There was a mad scramble to find a way of escape. Just over half of the men working in the Granite Mountain shaft were able to find an escape to the surface. One group of 29 men built a bulkhead to isolate themselves from the smoke and gas. They stayed there for 38 hours before making their way to safety. At the 2254 foot level, another group of 8 men were found behind a makeshift bulkhead over 50 hours from the start of the fire. Two of these men died shortly before their rescue, but the other six were recovered safely. Though the intensity of the fire cannot be disputed, only two men were actually burned to death in a rescue attempt at the onset of the blaze. The rest were simply trapped and overcome by the noxious, suffocating fumes. By the close of the rescue operation on June 16, 1917, eight days after the fire had begun, the death toll had reached its final tally of 168 men.
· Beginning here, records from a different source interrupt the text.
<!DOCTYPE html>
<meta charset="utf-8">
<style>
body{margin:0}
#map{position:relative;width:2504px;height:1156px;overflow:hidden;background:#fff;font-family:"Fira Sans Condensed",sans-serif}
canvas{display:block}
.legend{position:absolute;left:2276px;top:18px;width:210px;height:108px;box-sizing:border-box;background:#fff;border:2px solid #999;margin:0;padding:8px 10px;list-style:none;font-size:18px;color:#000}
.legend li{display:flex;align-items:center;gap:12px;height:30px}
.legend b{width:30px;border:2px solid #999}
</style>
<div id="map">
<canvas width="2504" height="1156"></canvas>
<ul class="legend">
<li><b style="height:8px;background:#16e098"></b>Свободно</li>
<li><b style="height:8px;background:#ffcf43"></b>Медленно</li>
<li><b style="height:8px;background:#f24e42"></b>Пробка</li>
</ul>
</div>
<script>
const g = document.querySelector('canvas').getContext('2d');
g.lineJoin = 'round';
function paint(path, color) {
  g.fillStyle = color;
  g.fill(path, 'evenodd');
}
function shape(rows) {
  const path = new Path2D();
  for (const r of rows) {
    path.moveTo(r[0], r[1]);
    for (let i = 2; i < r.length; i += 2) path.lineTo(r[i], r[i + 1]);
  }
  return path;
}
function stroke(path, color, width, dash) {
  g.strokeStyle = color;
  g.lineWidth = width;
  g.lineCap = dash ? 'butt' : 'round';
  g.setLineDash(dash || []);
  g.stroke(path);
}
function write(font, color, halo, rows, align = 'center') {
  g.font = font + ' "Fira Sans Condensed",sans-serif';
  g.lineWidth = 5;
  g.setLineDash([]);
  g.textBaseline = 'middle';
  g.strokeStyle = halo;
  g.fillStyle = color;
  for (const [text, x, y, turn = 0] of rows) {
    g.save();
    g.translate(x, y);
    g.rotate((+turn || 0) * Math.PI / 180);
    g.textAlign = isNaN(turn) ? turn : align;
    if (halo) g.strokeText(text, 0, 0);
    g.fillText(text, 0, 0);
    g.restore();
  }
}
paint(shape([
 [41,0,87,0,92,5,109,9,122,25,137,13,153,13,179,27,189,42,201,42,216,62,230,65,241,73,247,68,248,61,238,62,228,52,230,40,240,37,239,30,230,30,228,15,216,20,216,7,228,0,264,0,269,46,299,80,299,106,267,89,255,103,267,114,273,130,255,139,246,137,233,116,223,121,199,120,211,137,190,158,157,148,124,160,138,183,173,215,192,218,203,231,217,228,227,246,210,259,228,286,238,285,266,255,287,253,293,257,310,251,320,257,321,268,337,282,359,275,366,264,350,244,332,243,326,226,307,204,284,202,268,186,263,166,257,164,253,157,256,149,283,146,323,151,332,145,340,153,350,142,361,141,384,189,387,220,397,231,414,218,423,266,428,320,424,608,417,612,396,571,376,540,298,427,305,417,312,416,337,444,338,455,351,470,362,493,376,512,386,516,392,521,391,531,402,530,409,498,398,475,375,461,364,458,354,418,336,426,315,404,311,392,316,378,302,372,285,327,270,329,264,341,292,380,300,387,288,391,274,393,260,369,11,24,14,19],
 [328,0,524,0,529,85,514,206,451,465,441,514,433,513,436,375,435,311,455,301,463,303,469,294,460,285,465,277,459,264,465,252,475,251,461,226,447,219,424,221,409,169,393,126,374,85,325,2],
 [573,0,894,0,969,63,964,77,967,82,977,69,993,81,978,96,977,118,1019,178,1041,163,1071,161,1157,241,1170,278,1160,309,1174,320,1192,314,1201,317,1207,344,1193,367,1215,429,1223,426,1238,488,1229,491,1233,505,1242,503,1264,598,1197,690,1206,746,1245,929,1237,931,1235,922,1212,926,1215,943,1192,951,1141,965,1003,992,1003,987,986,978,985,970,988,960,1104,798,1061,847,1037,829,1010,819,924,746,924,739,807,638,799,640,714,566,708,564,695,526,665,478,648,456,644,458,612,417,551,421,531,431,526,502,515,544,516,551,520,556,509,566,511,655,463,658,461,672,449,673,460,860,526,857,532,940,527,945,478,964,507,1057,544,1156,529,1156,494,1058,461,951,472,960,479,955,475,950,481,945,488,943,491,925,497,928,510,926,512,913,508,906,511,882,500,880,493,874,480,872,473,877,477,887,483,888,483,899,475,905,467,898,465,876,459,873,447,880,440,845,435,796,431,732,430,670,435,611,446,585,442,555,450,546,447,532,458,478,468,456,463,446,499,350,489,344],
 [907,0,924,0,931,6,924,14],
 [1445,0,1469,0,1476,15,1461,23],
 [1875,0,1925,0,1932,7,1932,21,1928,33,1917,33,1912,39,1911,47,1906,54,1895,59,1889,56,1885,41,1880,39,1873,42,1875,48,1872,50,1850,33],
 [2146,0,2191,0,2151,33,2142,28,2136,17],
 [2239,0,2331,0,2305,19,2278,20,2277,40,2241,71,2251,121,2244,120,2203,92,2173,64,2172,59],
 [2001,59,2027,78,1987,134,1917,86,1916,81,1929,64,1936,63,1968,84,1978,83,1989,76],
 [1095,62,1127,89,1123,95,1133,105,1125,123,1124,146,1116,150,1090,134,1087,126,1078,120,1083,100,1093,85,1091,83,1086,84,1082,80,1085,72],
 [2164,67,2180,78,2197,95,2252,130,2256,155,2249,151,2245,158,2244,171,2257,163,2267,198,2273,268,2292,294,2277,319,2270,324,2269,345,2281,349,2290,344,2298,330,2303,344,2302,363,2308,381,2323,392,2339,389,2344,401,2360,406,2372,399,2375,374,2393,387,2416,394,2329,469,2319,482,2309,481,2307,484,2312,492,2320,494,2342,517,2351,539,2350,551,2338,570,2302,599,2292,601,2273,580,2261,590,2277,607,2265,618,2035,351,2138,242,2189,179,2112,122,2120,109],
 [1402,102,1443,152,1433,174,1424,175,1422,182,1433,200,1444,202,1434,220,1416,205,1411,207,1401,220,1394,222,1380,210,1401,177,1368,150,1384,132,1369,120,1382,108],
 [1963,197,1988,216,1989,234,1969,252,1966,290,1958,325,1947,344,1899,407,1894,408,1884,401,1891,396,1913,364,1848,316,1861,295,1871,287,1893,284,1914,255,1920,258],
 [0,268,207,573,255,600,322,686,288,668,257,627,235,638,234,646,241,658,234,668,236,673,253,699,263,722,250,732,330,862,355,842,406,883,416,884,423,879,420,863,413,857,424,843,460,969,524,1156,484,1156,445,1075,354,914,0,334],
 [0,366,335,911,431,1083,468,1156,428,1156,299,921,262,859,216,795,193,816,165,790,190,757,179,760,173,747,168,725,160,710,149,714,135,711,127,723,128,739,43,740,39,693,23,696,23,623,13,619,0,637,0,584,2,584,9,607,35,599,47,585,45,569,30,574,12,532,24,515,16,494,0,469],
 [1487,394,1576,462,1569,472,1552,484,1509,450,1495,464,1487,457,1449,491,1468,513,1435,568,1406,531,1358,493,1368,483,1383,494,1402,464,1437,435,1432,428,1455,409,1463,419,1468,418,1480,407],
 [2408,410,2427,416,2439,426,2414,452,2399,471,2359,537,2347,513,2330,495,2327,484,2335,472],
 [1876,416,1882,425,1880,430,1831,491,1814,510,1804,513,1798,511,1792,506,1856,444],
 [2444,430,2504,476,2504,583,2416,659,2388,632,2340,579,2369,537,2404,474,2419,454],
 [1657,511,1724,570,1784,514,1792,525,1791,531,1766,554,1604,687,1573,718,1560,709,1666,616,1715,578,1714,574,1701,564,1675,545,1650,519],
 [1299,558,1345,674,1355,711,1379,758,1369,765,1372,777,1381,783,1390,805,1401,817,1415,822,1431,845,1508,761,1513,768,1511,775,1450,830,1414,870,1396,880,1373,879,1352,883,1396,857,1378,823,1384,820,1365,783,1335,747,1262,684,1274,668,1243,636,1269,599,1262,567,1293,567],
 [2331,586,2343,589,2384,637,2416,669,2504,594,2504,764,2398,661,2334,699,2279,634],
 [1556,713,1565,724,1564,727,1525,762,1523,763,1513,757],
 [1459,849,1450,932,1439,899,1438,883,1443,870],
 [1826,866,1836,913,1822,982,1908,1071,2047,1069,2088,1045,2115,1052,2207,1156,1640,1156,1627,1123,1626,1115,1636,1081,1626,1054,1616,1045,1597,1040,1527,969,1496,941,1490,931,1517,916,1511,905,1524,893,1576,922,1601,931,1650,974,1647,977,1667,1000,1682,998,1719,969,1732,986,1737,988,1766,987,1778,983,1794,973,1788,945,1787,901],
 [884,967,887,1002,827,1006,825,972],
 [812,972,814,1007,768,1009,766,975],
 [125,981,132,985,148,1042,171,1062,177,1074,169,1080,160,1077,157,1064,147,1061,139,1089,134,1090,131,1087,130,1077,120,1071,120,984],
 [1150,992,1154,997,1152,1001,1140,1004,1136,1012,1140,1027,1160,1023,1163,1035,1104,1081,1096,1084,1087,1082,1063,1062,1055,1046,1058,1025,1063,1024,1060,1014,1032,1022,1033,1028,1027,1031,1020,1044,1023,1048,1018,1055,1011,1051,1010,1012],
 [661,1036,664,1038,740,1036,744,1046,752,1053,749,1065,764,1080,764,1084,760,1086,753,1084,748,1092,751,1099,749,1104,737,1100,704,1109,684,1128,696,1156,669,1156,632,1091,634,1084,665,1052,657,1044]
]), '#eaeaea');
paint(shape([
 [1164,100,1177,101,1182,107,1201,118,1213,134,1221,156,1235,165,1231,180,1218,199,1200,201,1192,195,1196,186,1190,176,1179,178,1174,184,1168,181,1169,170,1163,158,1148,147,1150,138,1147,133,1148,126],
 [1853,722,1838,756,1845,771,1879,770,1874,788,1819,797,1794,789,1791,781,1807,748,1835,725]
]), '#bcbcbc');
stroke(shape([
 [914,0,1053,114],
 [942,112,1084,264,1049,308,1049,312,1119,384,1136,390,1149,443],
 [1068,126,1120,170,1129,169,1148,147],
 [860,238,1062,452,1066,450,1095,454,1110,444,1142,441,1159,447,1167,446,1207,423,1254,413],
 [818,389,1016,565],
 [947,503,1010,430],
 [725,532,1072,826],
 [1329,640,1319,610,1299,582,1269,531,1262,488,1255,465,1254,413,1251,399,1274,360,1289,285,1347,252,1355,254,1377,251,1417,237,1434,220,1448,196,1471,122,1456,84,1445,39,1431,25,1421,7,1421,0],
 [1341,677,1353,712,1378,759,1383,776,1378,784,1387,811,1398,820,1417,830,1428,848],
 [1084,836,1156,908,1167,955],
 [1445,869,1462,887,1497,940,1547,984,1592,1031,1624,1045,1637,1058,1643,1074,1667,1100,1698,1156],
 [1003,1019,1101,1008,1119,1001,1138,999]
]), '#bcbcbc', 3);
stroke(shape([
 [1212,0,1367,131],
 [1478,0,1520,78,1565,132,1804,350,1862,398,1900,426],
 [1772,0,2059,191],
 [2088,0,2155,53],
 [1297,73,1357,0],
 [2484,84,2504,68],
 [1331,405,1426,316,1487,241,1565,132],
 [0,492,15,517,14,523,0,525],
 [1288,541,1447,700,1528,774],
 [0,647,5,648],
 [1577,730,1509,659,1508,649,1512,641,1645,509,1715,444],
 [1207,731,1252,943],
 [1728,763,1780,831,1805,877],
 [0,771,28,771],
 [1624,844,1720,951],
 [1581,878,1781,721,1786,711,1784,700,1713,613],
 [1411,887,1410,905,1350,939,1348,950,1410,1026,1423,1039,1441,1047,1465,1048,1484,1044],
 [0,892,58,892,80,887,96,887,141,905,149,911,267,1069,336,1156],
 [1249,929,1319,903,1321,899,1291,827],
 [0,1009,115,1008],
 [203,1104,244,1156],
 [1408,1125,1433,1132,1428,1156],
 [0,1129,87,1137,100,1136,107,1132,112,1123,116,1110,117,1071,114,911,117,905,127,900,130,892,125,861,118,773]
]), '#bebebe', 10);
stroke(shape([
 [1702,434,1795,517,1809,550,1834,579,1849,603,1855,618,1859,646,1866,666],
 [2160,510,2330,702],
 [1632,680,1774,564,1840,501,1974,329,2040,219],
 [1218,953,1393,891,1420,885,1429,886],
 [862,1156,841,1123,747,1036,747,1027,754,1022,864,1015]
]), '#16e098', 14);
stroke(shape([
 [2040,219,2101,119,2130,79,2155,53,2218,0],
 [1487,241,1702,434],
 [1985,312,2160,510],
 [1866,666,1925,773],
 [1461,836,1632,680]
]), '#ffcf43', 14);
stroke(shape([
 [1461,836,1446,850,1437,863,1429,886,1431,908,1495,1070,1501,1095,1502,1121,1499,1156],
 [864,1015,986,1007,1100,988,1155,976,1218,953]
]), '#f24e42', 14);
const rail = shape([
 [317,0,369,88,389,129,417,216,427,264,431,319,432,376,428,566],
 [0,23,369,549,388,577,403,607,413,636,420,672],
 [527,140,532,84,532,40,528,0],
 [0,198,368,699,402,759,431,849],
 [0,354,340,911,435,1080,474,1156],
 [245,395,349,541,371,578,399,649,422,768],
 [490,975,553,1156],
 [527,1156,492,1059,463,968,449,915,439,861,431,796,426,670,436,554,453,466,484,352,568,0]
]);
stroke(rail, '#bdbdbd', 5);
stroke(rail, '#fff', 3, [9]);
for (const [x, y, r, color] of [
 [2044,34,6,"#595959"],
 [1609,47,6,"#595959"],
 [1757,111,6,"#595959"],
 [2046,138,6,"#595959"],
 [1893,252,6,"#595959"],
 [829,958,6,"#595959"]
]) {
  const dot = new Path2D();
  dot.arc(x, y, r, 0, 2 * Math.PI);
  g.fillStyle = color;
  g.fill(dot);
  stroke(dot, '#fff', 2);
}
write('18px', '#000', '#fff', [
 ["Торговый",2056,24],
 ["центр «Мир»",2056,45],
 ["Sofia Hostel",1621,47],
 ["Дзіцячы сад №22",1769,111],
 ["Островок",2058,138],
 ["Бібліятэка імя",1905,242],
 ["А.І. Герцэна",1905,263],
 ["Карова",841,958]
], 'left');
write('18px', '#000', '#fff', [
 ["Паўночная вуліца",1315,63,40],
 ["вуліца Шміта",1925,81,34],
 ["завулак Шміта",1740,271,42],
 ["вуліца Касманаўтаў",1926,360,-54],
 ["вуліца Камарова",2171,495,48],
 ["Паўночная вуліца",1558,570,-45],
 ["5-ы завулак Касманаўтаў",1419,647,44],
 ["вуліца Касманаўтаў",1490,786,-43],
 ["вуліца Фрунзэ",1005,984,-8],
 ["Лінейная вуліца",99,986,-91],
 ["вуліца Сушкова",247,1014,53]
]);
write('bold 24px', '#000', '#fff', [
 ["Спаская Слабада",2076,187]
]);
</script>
The Granite Mountain and Speculator Mine Fire was the worst disaster in metal mining history. And we could leave it at that, but then we would be overlooking a remarkable accomplishment…the rescue mission. Over the course of just 7 days, rescue crews succeeded in searching over 30 miles of drifts and crosscuts, and at least 15 miles of stopes, raises, and manways. Townspeople turned out in droves to help in whatever way the could. All this was done in mine shafts saturated with carbon monoxide and dense, tar-laden smoke. In all, 155 bodies were recovered and removed, all without the loss of a single rescue worker. Despite the tremendous damage the fire caused to the Granite Mountain Mine, it did not stop the work being done there. Copper ore continued to be mined until the mine’s close in 1923. The Butte mines produced the copper that helped electrify America and win World War I. Through this horrible tragedy, Butte received a very special moniker. The city was being called “The Richest Hill on Earth, referencing the soul and determination of the community, rather than the value of the ore beneath its feet.”